Publication information
- Publisher: DC Comics
- First appearance: Batman: Shadow of the Bat #19 (October 1993)
- Created by: Alan Grant (writer) Vincent Giarrano (artist)

In-story information
- Species: Human
- Team affiliations: Secret Society of Super Villains
- Abilities: Skilled sharpshooter

= Tally Man =

The Tally Man is the name of two supervillains in the DC Universe.

==Fictional character biographies==
===Original Tally Man===

The original Tally Man comes from a poor family who lived in fear of the criminals who they owed money to. After Tally Man's father died, the criminals began extorting his mother. One night, when the collector came, his mother could not afford to pay and the criminal beat her. Filled with rage, Tally Man killed the money collector with a fireplace poker. He was arrested for murder and abused by other prisoners while in prison. After being released from prison, he discovered that his sister had died of starvation and his mother had committed suicide during his internment.

Years later, a figure dressed in the strange dark robes of an old-fashioned tax collector emerges in Gotham City, calling himself the Tally Man. Hired by the underworld to "collect" on debts owed, his fee is not money, but human lives; he claims to have killed sixty-six people since his original victim. When Tally Man attempts to collect the "debt" owed by Batman, he battles Azrael, who is standing in for Batman. Azrael brutally beats and scars Tally Man.

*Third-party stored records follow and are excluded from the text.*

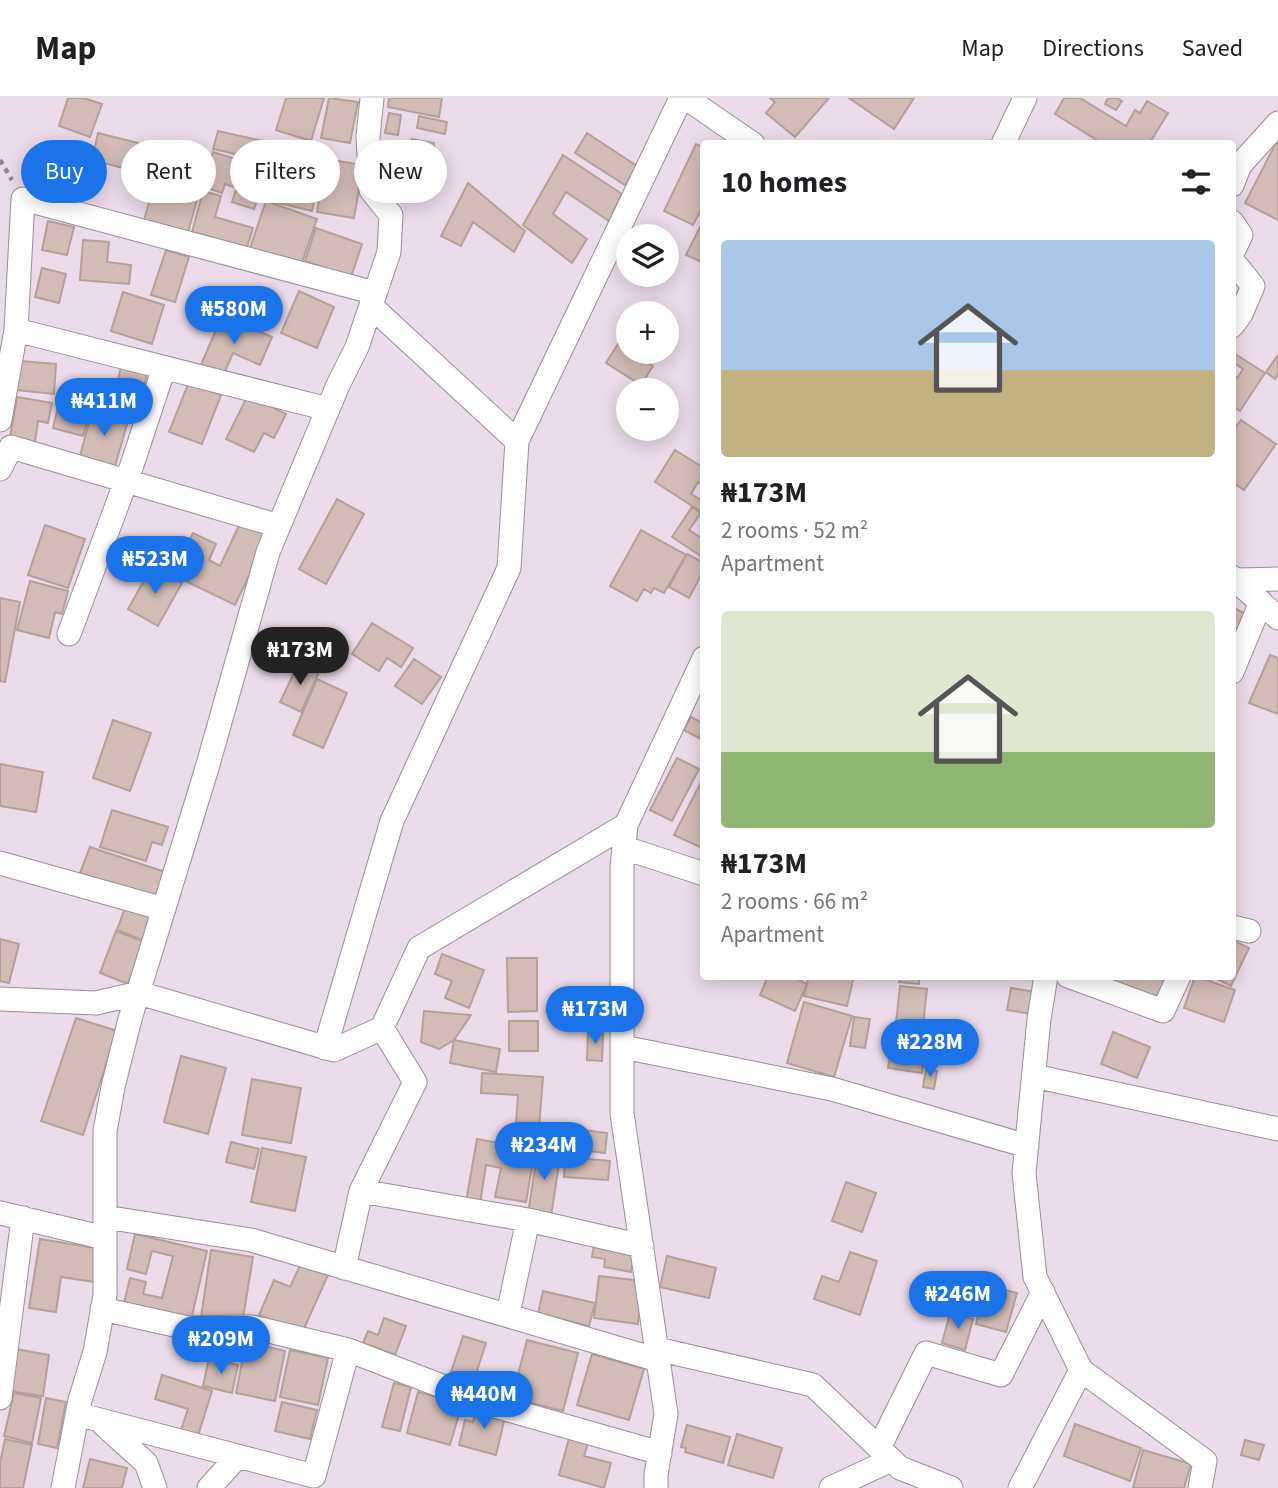 <!DOCTYPE html>
<meta charset="utf-8">
<style>
:root{--surface:#fff;--page:#f6f6f6;--text:#202124;--muted:#757577;--line:#e0e0e0;--accent:#1a73e8}
body{margin:0;font-family:"Source Sans 3",sans-serif;background:var(--page);color:var(--text);height:100vh;display:flex;flex-direction:column;font-size:26px;white-space:nowrap}
*{box-sizing:border-box;margin:0}
p{font-size:23px;color:var(--muted)}
.icon{flex:none;width:38px;height:38px;fill:none;stroke:currentColor;stroke-width:2;stroke-linecap:round;stroke-linejoin:round}
.map{position:relative;flex:1;overflow:hidden}
.panel{position:absolute;left:700px;top:42px;width:536px;height:840px;display:flex;flex-direction:column;background:var(--surface);border-radius:7px;box-shadow:0 4px 18px #0003}
.panel>*{flex:none}
.hud{position:absolute;left:21px;top:42px;width:574px;height:63px;display:flex;gap:14px}
.buttons{position:absolute;left:616px;top:126px;display:grid;gap:14px}
.buttons a{display:grid;place-items:center;width:63px;height:63px;border-radius:50%;background:var(--surface);box-shadow:0 4px 18px #0003;font-size:35px}
.price{position:absolute;translate:-50% -60px;padding:0 16px;border-radius:24px;background:var(--accent);color:#fff;font-size:23px;line-height:46px;filter:drop-shadow(0 2px 4px #0008)}
.price::after{content:'';position:absolute;left:50%;top:42px;width:21px;height:16px;margin-left:-10px;background:inherit;clip-path:polygon(0 0,100% 0,50% 100%)}
.price.active{background:#222;color:#fff}
ul{padding:0;list-style:none}
li{display:grid;align-content:center;gap:14px;height:371px;padding:0 21px}
li span{display:grid;place-items:center;height:217px;border-radius:7px;color:#555}
li>.icon{margin-inline-start:auto}
span .icon{width:126px;height:126px;fill:#fffc;stroke-width:1}
li b{font-size:30px}
h2{display:flex;justify-content:space-between;align-items:center;height:84px;padding:0 21px;font-size:30px}
.chip{padding:0 24px;border-radius:32px;background:var(--surface);box-shadow:0 4px 18px #0003;font-size:24px;line-height:63px}
.chip.active{background:var(--accent);color:#fff}
header{display:flex;align-items:center;gap:42px;box-sizing:border-box;height:98px;padding:0 35px;background:var(--surface);border-bottom:2px solid var(--line)}
header strong{font-size:33px}
nav{display:flex;gap:38px;margin-inline-start:auto;font-size:24px}
.map>svg:first-child{display:block}
</style>
<header>
<strong>Map</strong>
<nav><a>Map</a><a>Directions</a><a>Saved</a></nav>
</header>
<div class="map">
<svg width="1278" height="1390" viewBox="0 0 1278 1390">
<rect width="100%" height="100%" fill="#ecdbea"/>
<path fill="#d3bcb6" stroke="#b49f99" stroke-width="2" d="M68,0H83L102,6L90,39L59,28Z
M286,0H324L311,43L276,32Z
M329,0L358,4L350,45L321,40Z
M389,0H442L439,19L388,9Z
M770,0H829L795,39L766,15L775,4Z
M849,0H914L894,31Z
M1064,0H1080L1126,28L1135,12L1140,15L1147,3L1168,15L1149,46H1103L1055,16Z
M1108,0H1117L1122,3L1116,12L1105,6Z
M389,15L401,17L398,37L385,35Z
M419,18L447,24L445,36L417,30Z
M218,33L276,46L271,64L213,51Z
M98,35L142,46L135,73L92,62Z
M587,35L637,68L625,87L575,55Z
M412,41L434,45L432,60L410,56Z
M1277,43L1278,44V122L1245,105Z
M696,46L704,50V106L693,127L664,113Z
M280,50L324,61L312,113L267,102Z
M213,54L271,72L262,99L225,86L222,95L202,88Z
M563,57L622,96L609,123L566,94L553,116L587,141L572,165L523,127Z
M326,61L363,67L354,120L317,114Z
M157,76L201,88L188,134L144,122Z
M468,85L525,133L514,154L473,124L461,148L441,138Z
M236,92L258,100L254,111L232,104Z
M203,93L221,98L215,119L253,130L247,149L192,134Z
M266,103L317,121L300,170L249,153Z
M48,123L74,129L67,157L42,152Z
M703,123H704V165L686,157Z
M316,130L362,146L351,179L305,163Z
M83,142L109,144L107,164L131,167L129,186L80,182Z
M166,152L189,159L175,204L151,197Z
M42,170L66,176L59,205L35,199Z
M299,193L334,209L317,250L281,235Z
M123,194L164,207L152,246L111,233Z
M222,218L272,239L260,267L233,255L223,278L200,269Z
M618,246L653,268L641,287L606,265Z
M1232,254L1265,275L1240,313L1232,308V276L1237,280L1243,271L1232,263Z
M1278,257V276L1275,281L1266,274Z
M20,263L56,266L54,296L17,292Z
M121,269L147,276L142,296L116,289Z
M189,284L221,297L202,346L169,334Z
M248,297L286,316L274,340L264,335L254,354L226,341Z
M17,299L52,305L48,325L38,323L35,344L10,339Z
M59,305L90,313L83,338L53,330Z
M92,313L128,323L115,368L80,358Z
M1241,322L1276,346L1244,392L1232,384V334Z
M675,352L704,370V388L698,384L691,396L704,404L700,413L655,384Z
M337,401L364,416L326,486L299,471Z
M692,409L701,415L689,432L700,439L704,434V460L672,439Z
M241,423L269,436L235,507L173,477L193,435L216,446L209,462L220,468Z
M45,427L85,441L68,490L28,477Z
M641,432L686,457L664,495L654,490L651,495L644,491L637,503L610,488Z
M687,456L704,465V472L689,500L669,489Z
M152,468L182,485L158,528L128,511Z
M30,483L68,493L62,516L55,514L49,540L17,532Z
M0,500L20,504L5,584L0,583Z
M1232,509L1244,515L1232,543Z
M372,525L413,550L401,569L387,560L379,573L352,556Z
M1270,557L1278,560V616L1249,605Z
M414,561L441,579L422,606L395,588Z
M299,564L319,574L301,614L280,604Z
M317,581L347,595L323,650L293,637Z
M691,619L704,626L699,640L684,632Z
M113,622L151,635L130,693L93,680Z
M677,660L699,671L672,723L650,712Z
M0,666L43,674L36,714L0,708Z
M704,678V751L674,737Z
M112,712L168,729L162,747L152,744L146,763L100,749Z
M90,749L168,775L159,802L80,775Z
M126,807L154,817L145,843L117,832Z
M116,833L144,844L128,886L100,875Z
M0,841L19,846L9,885L0,883Z
M1232,842L1249,850L1231,888L1211,878H1232Z
M442,856L484,872L469,910L445,900L452,883L435,876Z
M507,860H537V913L508,914Z
M768,878H791L807,886L795,913L760,897Z
M809,878H854L847,908L804,898Z
M900,878H919V886L899,884Z
M1096,878H1173L1165,902Z
M1195,878L1235,892L1224,924L1184,910Z
M900,888L927,891L923,928L896,925Z
M1011,890L1036,894L1032,916L1007,912Z
M804,904L852,918L834,979L787,965Z
M424,913L471,917L454,942L439,951L421,944Z
M854,919L870,921L865,950L850,948Z
M76,920L117,933L83,1037L41,1023Z
M509,923H538V953H509Z
M588,934L603,935L602,963L587,962Z
M1113,934L1150,949L1137,980L1101,966Z
M894,936L927,942L922,975L888,970Z
M454,942L500,951L496,974L450,965Z
M181,958L226,970L208,1036L164,1024Z
M926,971L937,973L934,991L923,989Z
M482,975L543,979L538,1043L515,1041L518,997L481,995Z
M252,981L301,990L291,1045L242,1037Z
M546,1027L607,1035L605,1055L544,1047Z
M477,1041L535,1052L526,1104L495,1099L501,1070L486,1067L480,1106L466,1104Z
M231,1044L259,1051L254,1071L226,1064Z
M262,1050L306,1059L295,1113L251,1104Z
M538,1050L561,1053L551,1119L528,1116Z
M565,1059L610,1063L608,1082L564,1079Z
M846,1084L876,1095L862,1134L832,1123Z
M135,1136L207,1153L191,1222L124,1205L130,1180L146,1184L143,1196L162,1200L173,1158L152,1153L146,1176L127,1171Z
M40,1141L101,1151L95,1184L61,1179L56,1214L29,1210Z
M594,1147L634,1155L631,1174L604,1169L605,1161L592,1159Z
M211,1152L253,1159L242,1226L201,1219Z
M850,1154L877,1163L860,1217L814,1201L822,1178L839,1184Z
M667,1158L716,1170L709,1200L660,1189Z
M302,1163L329,1175L302,1235L259,1217L274,1182L290,1189Z
M599,1178L642,1183L638,1226L594,1220Z
M986,1187L1017,1195L1006,1234L976,1226Z
M543,1193L595,1205L589,1228L538,1215Z
M950,1215L973,1221L965,1252L942,1245Z
M384,1220L406,1228L395,1257L363,1245L368,1233L378,1237Z
M463,1238L486,1245L473,1285L450,1277Z
M527,1242L578,1255L563,1313L512,1300Z
M246,1244L285,1253L275,1303L236,1295Z
M16,1251L49,1257L43,1298L9,1293Z
M290,1252L328,1260L318,1307L280,1299Z
M592,1256L644,1271L629,1322L577,1307Z
M209,1260L238,1267L232,1295L203,1288Z
M162,1277L212,1293L197,1341L180,1335L188,1311L155,1301Z
M484,1277L500,1281L497,1294L480,1289Z
M394,1285L411,1289L400,1333L382,1329Z
M418,1294L462,1306L450,1347L407,1335Z
M14,1295L41,1300L32,1345L4,1338Z
M46,1300L66,1304L57,1350L38,1346Z
M282,1304L317,1312L310,1341L275,1333Z
M477,1308L506,1315L496,1357L459,1347L465,1322L473,1324Z
M1075,1326L1141,1350L1130,1383L1064,1358Z
M687,1327L730,1339L723,1365L685,1354L686,1350L681,1349Z
M571,1333L590,1338L584,1358L611,1365L604,1390L559,1377Z
M737,1336L782,1350L773,1380L728,1367Z
M5,1341L32,1347L23,1390H0V1365Z
M1245,1342L1264,1347L1259,1362L1241,1357Z
M1143,1352L1191,1366L1184,1390H1133Z
M90,1361L127,1370L122,1390H83Z"/>
<g fill="none" stroke-linecap="round" stroke-linejoin="round">
<g stroke="#9c8d9a" stroke-width="25">
<path id="minor" d="M686,0L753,46
M1003,46L1025,0
M1232,87L1240,67L1278,25
M1232,124L1241,137L1232,156
M1232,162L1253,188L1241,216L1232,228
M16,232L328,311
M0,322L16,232L23,101L375,195
M517,343L681,0
M0,371L11,349L279,428
M1232,479L1278,520
M1236,482L1278,481
M69,536L132,367L164,270
M1232,574L1261,504
M625,750L704,776
M0,765L164,811
M1232,829L1249,833
M1068,878L1163,913L1179,878
M0,901L96,905L139,895L334,952L382,930L419,850L626,727
M623,949L832,991L1027,1048
M325,950L392,723L509,470L517,343L371,208
M1034,978L1278,1031
M361,1093L528,1122L642,1148
M0,1115L105,1140
M105,1119L251,1142L658,1262
M344,1170L361,1093L415,984L382,930
M102,1211L188,1230L252,1229L348,1252L491,1307L660,1355
M508,1216L528,1122
M657,1251L813,1287L900,1370L951,1390
M1081,1272L1205,1363L1200,1390
M0,1300L23,1120
M77,1316L314,1378L348,1252
M103,1326L146,1365L155,1390
M879,1350L926,1255L1001,1277L1043,1194
M63,1390L80,1302L95,1254L105,1197V1033L113,989L130,921L207,670L268,454L338,287L357,249L389,154L391,117L371,92L368,39L372,0
M209,1390L237,1359
M656,1390V1377L666,1316L622,1015V769L626,727L704,560
M831,1390L891,1362
M1020,1390L1081,1272L1035,1179L1024,1075L1039,921L1046,878"/>
</g>
<path stroke="#918590" stroke-width="4.5" stroke-dasharray="5 5" stroke-linecap="butt" d="M0,62L12,82"/>
<use href="#minor" stroke="#fff" stroke-width="23"/>
</g>
</svg>
<div class="buttons">
<a><svg class="icon" aria-label="layers" viewBox="0 0 24 24"><path d="M12 4l9 5-9 5-9-5zM3 14l9 5 9-5"/></svg></a>
<a>+</a>
<a>−</a>
</div>
<b class="price" style="left:234px;top:248px">₦580M</b>
<b class="price" style="left:104px;top:340px">₦411M</b>
<b class="price" style="left:155px;top:498px">₦523M</b>
<b class="price active" style="left:300px;top:589px">₦173M</b>
<b class="price" style="left:595px;top:948px">₦173M</b>
<b class="price" style="left:930px;top:981px">₦228M</b>
<b class="price" style="left:544px;top:1084px">₦234M</b>
<b class="price" style="left:958px;top:1233px">₦246M</b>
<b class="price" style="left:221px;top:1278px">₦209M</b>
<b class="price" style="left:484px;top:1333px">₦440M</b>
<div class="hud">
<a class="chip active">Buy</a>
<a class="chip">Rent</a>
<a class="chip">Filters</a>
<a class="chip">New</a>
</div>
<section class="panel">
<h2>10 homes<svg class="icon" aria-label="filters" viewBox="0 0 24 24"><path d="M4 7h16M4 17h16"/><circle cx="9" cy="7" r="2"/><circle cx="15" cy="17" r="2"/></svg></h2>
<ul>
<li><span style="background:linear-gradient(#a9c7e8 60%,#c2b280 0)"><svg class="icon" aria-label="home" viewBox="0 0 24 24"><path d="M3 11l9-7 9 7M6 9v11h12V9"/></svg></span><div><b>₦173M</b><p>2 rooms · 52 m²</p><p>Apartment</p></div></li>
<li><span style="background:linear-gradient(#dfe7d0 65%,#8fb573 0)"><svg class="icon" aria-label="home" viewBox="0 0 24 24"><path d="M3 11l9-7 9 7M6 9v11h12V9"/></svg></span><div><b>₦173M</b><p>2 rooms · 66 m²</p><p>Apartment</p></div></li>
</ul>
</section>
</div>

In the Infinite Crisis storyline, Tally Man appears as a member of Alexander Luthor Jr.'s Secret Society of Super Villains.

=== Second Tally Man ===

The second Tally Man is an African-American enforcer and hitman working for the Great White Shark. Tally Man shows up at the household of supervillain Orca and kills her husband, Terry Capshaw. Tally Man then shoots private investigator Jason Bard in the arm as he is reaching for his gun. Bard knocks Tally Man unconscious with a swift kick.

It is later revealed that Tally Man had been killing several other villains in revenge for a period of time in Arkham Asylum where Two-Face had promised to protect the Great White Shark from danger and did not actively move to do so.

==In other media==
- An original character partially based on the second Tally Man named Mr. Blank appears in the Arrow episode "Home Invasion", portrayed by J. August Richards. This version is an assassin. He is hired by businessman Edward Rasmus to kill the Moore family before they can sue him for stealing their life savings. Though Blank kills most of the Moores, their son Taylor was placed in their attorney Laurel Lance's custody. Blank subsequently kills Rasmus before targeting her, only to be killed by the Hood.
- Tally Man appears as a character summon in Scribblenauts Unmasked: A DC Comics Adventure.
- The first Tally Man makes a minor appearance in the Batman: No Man's Land novelization, in which he is killed by Two-Face.